To convert the gram mass of solute in moles divide it with its molecular mass which is equal to \[342\text{ }gmo{{l}^{-1}}\] such as \[\frac{10g}{342\text{ }gmo{{l}^{-1}}}\] gram unit present in the numerator and denominator so both cancelled out and inverse mole present in the denominator so, as it goes to numerator mole inverse change to moles such as:
\[\frac{10}{342}moles\] (n)
To convert \[100\text{ }ml\] solution to litre just divide with 1000 such as
\[\frac{100}{1000}litre\] (V)
To find the concentration number of moles of solute is divided by the volume of solution in litre such as
\[\frac{10}{342}\times \frac{1000}{100}mol/litre\]

Now osmotic pressure of 10% cane sugar solution is given as
\[p\text{ }=\text{ }icRT\]
\[p\text{ }=\text{ }\left( 1 \right)c\text{ }RT\]
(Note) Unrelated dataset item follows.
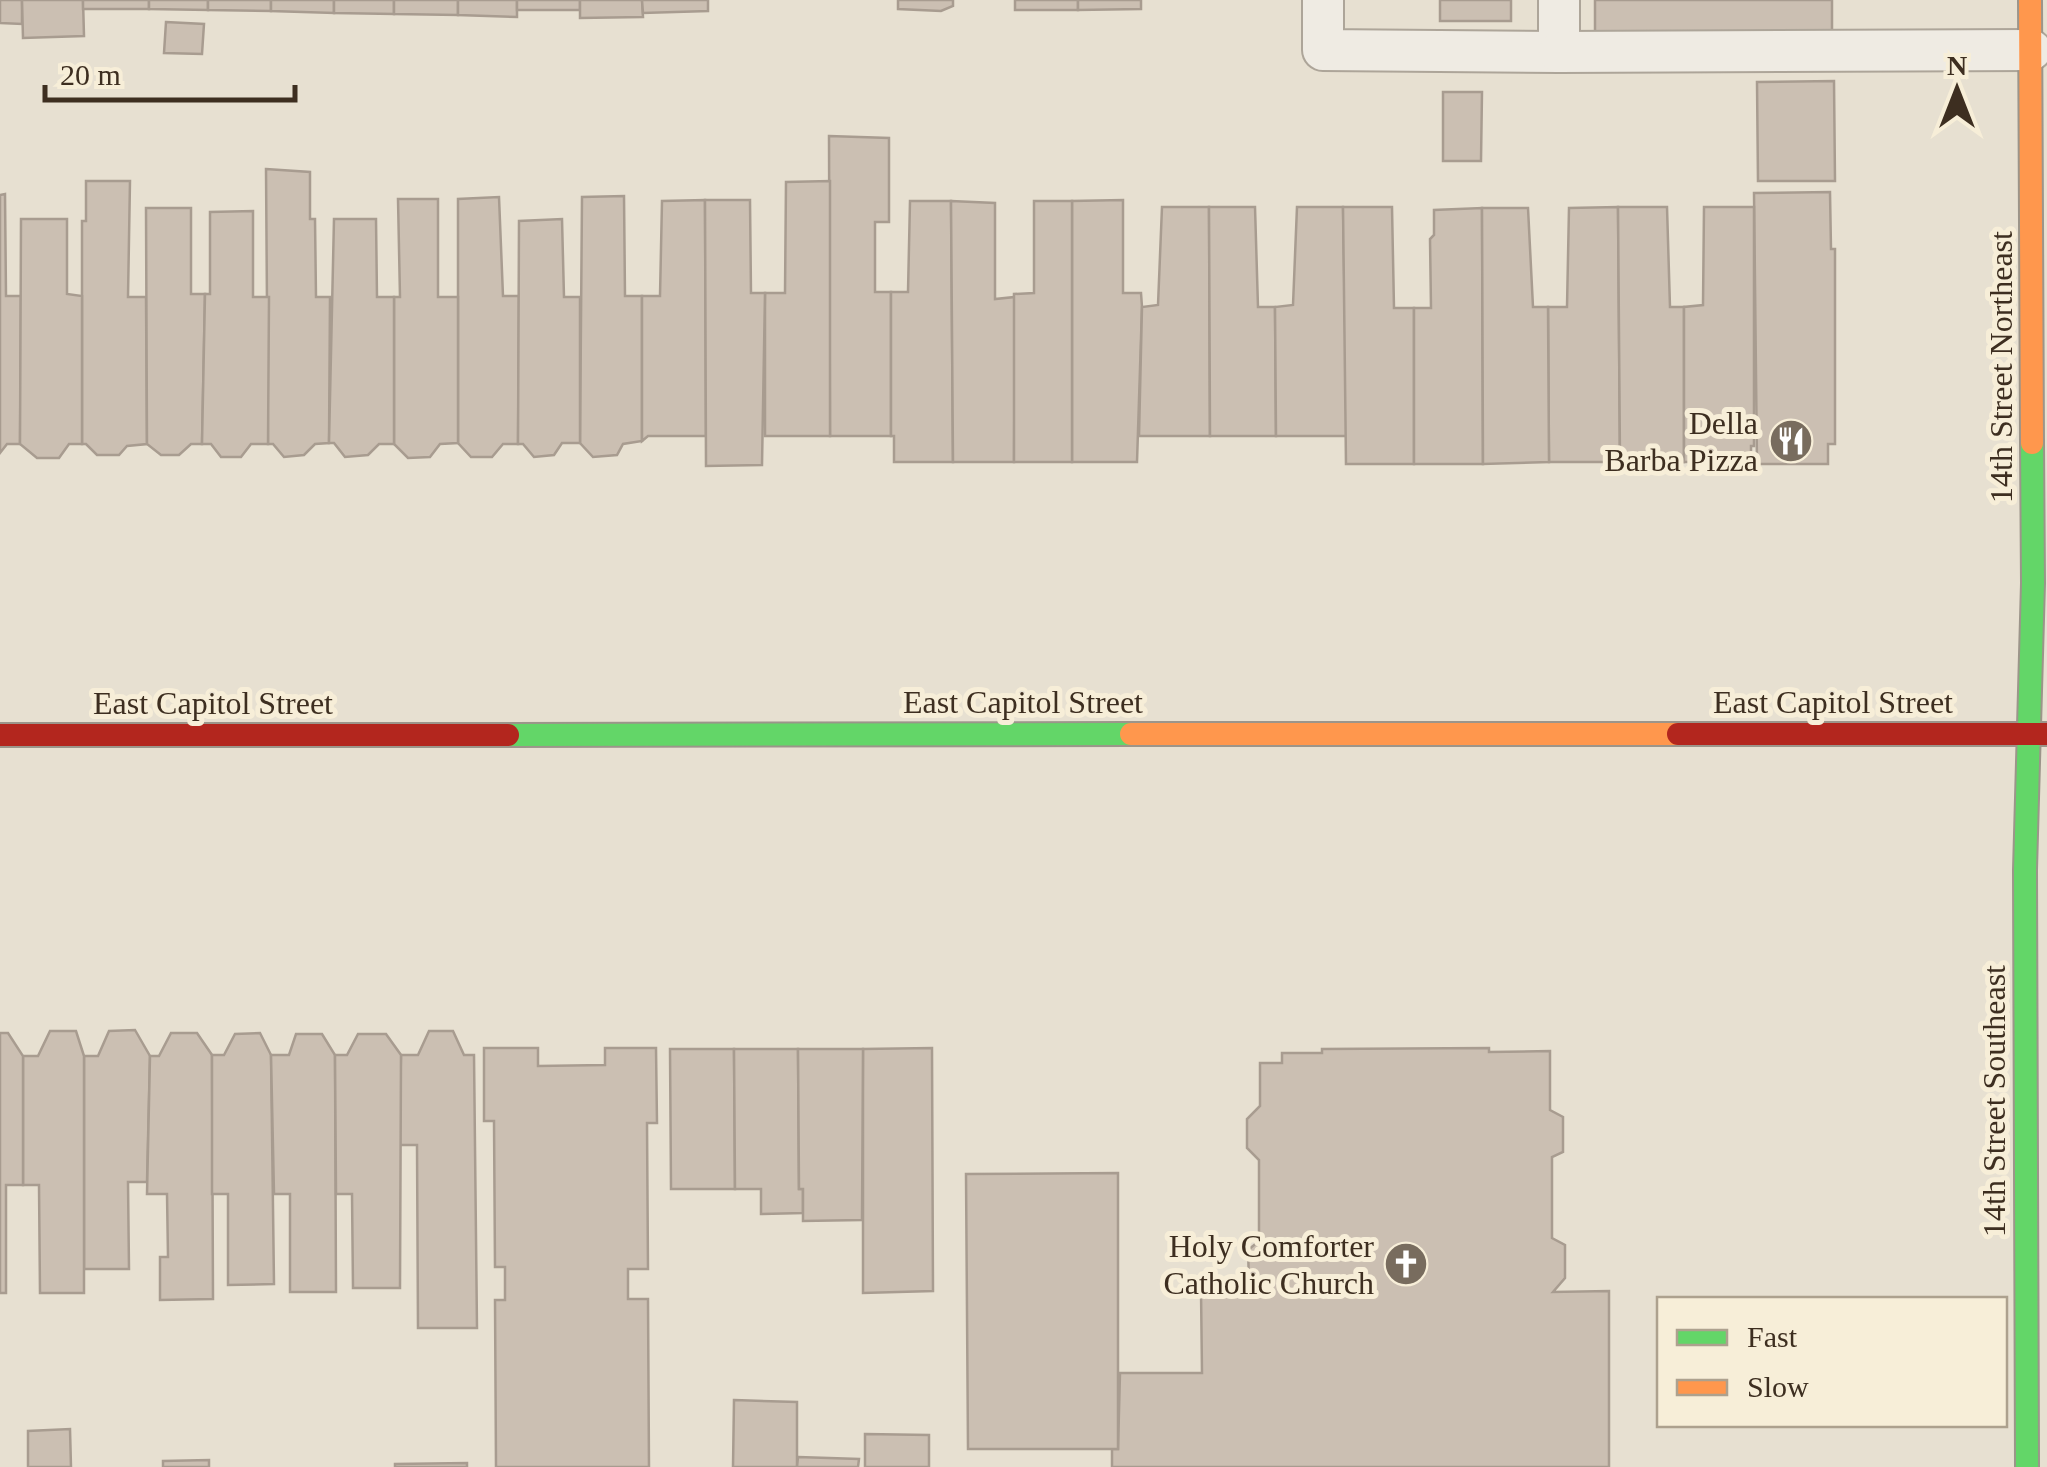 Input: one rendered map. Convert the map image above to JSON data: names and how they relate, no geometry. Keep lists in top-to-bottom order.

\[p=\frac{10}{342}\times \frac{1000}{100}(RT)\]; where R isa gas constant whose value is \[0.082\]and the temperature of the solution is given in Celcius
\[(69{}^\circ C)\]but we need absolute temperature so, first convert it to kelvin by adding 273 such as
\[69\text{ }+\text{ }273\text{ }=\text{ }342\text{ }K\]
So,
\[p=\frac{10}{342}\times \frac{1000}{100}(0.082\times 342)\]
Solving it we get
\[p\text{ }=\text{ }8.21\text{ }atm\]
Thus, the correct option is C.

Note: The movement of solvent molecules from low concentrated solution (less number of solute molecules) to a highly concentrated solution (a large number of solute particles) with some force through a semipermeable membrane and this process is known as osmosis. If we applied pressure against the force of the solvent molecule (less concentrated solution) to stop the osmosis process that pressure is osmotic pressure. The osmotic pressure of the solvent molecule of high concentrated solution will be very negligible as compared to the osmotic pressure of the less concentrated solution. In this question, the osmotic pressure of cane sugar solution is \[8.21atm.\]. So applying this amount of pressure will stop the osmosis process and if we applied more than this pressure then reverse osmosis will take place.